[Stored dataset items]

+--

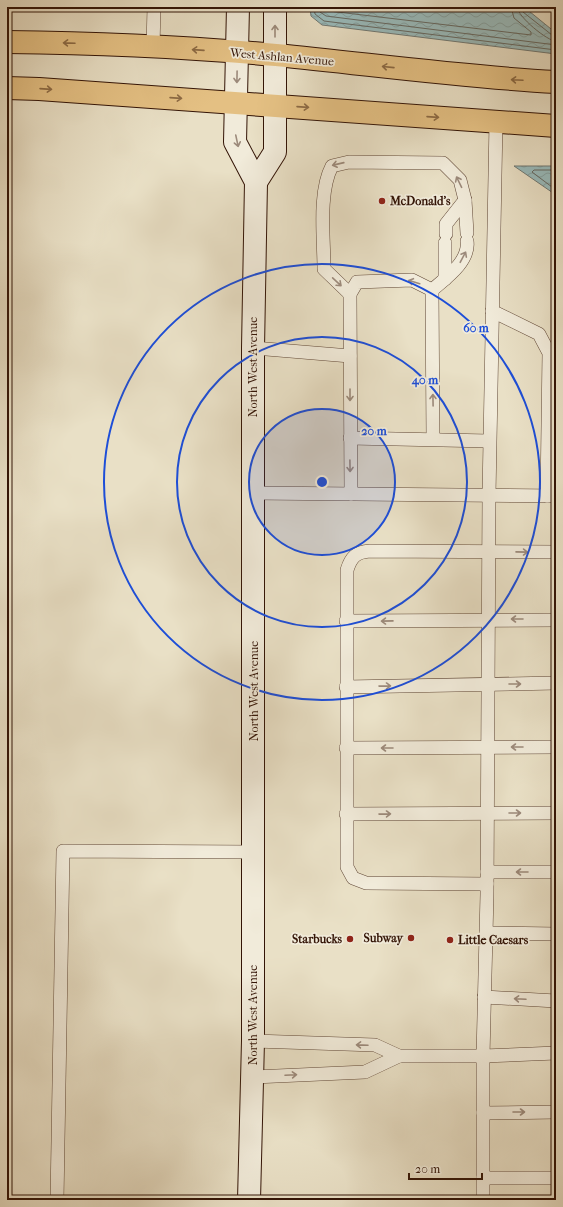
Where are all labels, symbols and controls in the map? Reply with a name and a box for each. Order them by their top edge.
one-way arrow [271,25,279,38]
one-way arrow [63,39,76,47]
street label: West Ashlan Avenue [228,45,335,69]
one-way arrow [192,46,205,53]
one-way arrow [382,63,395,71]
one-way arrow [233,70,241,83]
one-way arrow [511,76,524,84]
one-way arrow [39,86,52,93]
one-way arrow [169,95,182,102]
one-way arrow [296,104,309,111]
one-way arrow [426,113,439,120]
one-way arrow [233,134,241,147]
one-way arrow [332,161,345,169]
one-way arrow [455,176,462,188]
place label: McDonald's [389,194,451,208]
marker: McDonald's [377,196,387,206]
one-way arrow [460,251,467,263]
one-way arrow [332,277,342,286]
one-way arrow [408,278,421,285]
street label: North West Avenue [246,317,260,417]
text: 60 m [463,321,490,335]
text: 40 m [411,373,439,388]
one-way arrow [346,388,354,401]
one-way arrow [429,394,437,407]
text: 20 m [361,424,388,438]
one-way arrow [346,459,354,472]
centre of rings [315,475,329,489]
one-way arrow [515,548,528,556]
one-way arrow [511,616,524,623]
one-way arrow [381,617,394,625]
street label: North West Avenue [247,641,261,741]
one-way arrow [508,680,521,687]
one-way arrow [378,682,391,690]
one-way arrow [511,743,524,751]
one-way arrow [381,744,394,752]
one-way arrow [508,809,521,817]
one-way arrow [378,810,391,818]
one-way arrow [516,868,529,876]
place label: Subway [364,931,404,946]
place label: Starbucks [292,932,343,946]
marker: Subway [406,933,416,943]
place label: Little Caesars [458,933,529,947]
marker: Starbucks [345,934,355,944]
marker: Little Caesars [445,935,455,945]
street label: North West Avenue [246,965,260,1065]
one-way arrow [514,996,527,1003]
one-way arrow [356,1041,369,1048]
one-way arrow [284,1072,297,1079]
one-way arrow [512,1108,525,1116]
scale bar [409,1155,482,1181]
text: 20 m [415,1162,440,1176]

+--

* [Your goal]: Write out every line from the data above that includes "North".

* [Task response]:
street label: North West Avenue [246,317,260,417]
street label: North West Avenue [247,641,261,741]
street label: North West Avenue [246,965,260,1065]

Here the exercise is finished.